▶ **Problem details**:
All of the data is to be copied word for word.

Collected data entries
▼▼▼

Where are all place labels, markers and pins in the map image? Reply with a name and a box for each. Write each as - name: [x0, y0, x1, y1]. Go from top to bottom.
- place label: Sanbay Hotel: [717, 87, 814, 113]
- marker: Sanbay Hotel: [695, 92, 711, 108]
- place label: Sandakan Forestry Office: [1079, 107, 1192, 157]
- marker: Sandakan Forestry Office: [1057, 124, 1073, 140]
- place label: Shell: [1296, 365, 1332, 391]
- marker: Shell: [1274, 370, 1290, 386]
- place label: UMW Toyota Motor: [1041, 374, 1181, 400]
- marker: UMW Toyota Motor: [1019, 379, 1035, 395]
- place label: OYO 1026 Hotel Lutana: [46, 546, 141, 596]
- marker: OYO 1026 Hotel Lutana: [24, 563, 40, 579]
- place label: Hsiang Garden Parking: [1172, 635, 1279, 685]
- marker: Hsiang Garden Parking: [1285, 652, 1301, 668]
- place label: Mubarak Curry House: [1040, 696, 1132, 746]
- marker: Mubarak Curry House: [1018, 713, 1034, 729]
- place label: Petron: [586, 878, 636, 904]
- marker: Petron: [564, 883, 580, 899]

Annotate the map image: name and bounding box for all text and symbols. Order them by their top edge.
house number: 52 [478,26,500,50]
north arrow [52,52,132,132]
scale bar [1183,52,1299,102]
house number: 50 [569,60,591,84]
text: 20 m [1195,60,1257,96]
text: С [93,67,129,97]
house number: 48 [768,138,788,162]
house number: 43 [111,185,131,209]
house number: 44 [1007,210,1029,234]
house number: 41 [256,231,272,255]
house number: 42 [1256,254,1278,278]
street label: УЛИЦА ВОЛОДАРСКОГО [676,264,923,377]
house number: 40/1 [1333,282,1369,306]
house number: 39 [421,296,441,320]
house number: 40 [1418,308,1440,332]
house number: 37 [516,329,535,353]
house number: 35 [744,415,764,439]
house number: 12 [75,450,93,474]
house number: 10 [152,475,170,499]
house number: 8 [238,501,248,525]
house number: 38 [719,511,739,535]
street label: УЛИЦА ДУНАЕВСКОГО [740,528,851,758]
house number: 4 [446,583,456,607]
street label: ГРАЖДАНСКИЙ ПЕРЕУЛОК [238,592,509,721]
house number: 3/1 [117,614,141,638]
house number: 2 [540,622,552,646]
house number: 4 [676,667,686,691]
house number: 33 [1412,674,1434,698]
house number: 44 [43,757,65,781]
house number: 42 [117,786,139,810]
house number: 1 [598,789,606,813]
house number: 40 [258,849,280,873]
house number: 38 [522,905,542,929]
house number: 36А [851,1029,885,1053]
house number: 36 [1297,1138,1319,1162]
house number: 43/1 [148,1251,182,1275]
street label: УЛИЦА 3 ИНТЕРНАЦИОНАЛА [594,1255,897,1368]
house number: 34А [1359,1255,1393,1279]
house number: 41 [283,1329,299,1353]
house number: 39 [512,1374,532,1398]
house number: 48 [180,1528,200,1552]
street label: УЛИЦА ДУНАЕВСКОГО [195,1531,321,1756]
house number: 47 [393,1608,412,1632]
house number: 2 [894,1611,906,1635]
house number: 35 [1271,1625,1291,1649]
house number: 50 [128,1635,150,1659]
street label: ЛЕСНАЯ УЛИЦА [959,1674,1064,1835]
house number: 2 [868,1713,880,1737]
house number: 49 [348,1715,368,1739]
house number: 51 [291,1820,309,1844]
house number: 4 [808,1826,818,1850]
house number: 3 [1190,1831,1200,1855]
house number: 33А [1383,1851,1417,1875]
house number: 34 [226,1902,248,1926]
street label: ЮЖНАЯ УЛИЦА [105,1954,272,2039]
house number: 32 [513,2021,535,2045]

▲▲▲

▶ **Task response**:
Where are all place labels, markers and pins in the map image? Reply with a name and a box for each. Write each as - name: [x0, y0, x1, y1]. Go from top to bottom.
- place label: Sanbay Hotel: [717, 87, 814, 113]
- marker: Sanbay Hotel: [695, 92, 711, 108]
- place label: Sandakan Forestry Office: [1079, 107, 1192, 157]
- marker: Sandakan Forestry Office: [1057, 124, 1073, 140]
- place label: Shell: [1296, 365, 1332, 391]
- marker: Shell: [1274, 370, 1290, 386]
- place label: UMW Toyota Motor: [1041, 374, 1181, 400]
- marker: UMW Toyota Motor: [1019, 379, 1035, 395]
- place label: OYO 1026 Hotel Lutana: [46, 546, 141, 596]
- marker: OYO 1026 Hotel Lutana: [24, 563, 40, 579]
- place label: Hsiang Garden Parking: [1172, 635, 1279, 685]
- marker: Hsiang Garden Parking: [1285, 652, 1301, 668]
- place label: Mubarak Curry House: [1040, 696, 1132, 746]
- marker: Mubarak Curry House: [1018, 713, 1034, 729]
- place label: Petron: [586, 878, 636, 904]
- marker: Petron: [564, 883, 580, 899]

Annotate the map image: name and bounding box for all text and symbols. Order them by their top edge.
house number: 52 [478,26,500,50]
north arrow [52,52,132,132]
scale bar [1183,52,1299,102]
house number: 50 [569,60,591,84]
text: 20 m [1195,60,1257,96]
text: С [93,67,129,97]
house number: 48 [768,138,788,162]
house number: 43 [111,185,131,209]
house number: 44 [1007,210,1029,234]
house number: 41 [256,231,272,255]
house number: 42 [1256,254,1278,278]
street label: УЛИЦА ВОЛОДАРСКОГО [676,264,923,377]
house number: 40/1 [1333,282,1369,306]
house number: 39 [421,296,441,320]
house number: 40 [1418,308,1440,332]
house number: 37 [516,329,535,353]
house number: 35 [744,415,764,439]
house number: 12 [75,450,93,474]
house number: 10 [152,475,170,499]
house number: 8 [238,501,248,525]
house number: 38 [719,511,739,535]
street label: УЛИЦА ДУНАЕВСКОГО [740,528,851,758]
house number: 4 [446,583,456,607]
street label: ГРАЖДАНСКИЙ ПЕРЕУЛОК [238,592,509,721]
house number: 3/1 [117,614,141,638]
house number: 2 [540,622,552,646]
house number: 4 [676,667,686,691]
house number: 33 [1412,674,1434,698]
house number: 44 [43,757,65,781]
house number: 42 [117,786,139,810]
house number: 1 [598,789,606,813]
house number: 40 [258,849,280,873]
house number: 38 [522,905,542,929]
house number: 36А [851,1029,885,1053]
house number: 36 [1297,1138,1319,1162]
house number: 43/1 [148,1251,182,1275]
street label: УЛИЦА 3 ИНТЕРНАЦИОНАЛА [594,1255,897,1368]
house number: 34А [1359,1255,1393,1279]
house number: 41 [283,1329,299,1353]
house number: 39 [512,1374,532,1398]
house number: 48 [180,1528,200,1552]
street label: УЛИЦА ДУНАЕВСКОГО [195,1531,321,1756]
house number: 47 [393,1608,412,1632]
house number: 2 [894,1611,906,1635]
house number: 35 [1271,1625,1291,1649]
house number: 50 [128,1635,150,1659]
street label: ЛЕСНАЯ УЛИЦА [959,1674,1064,1835]
house number: 2 [868,1713,880,1737]
house number: 49 [348,1715,368,1739]
house number: 51 [291,1820,309,1844]
house number: 4 [808,1826,818,1850]
house number: 3 [1190,1831,1200,1855]
house number: 33А [1383,1851,1417,1875]
house number: 34 [226,1902,248,1926]
street label: ЮЖНАЯ УЛИЦА [105,1954,272,2039]
house number: 32 [513,2021,535,2045]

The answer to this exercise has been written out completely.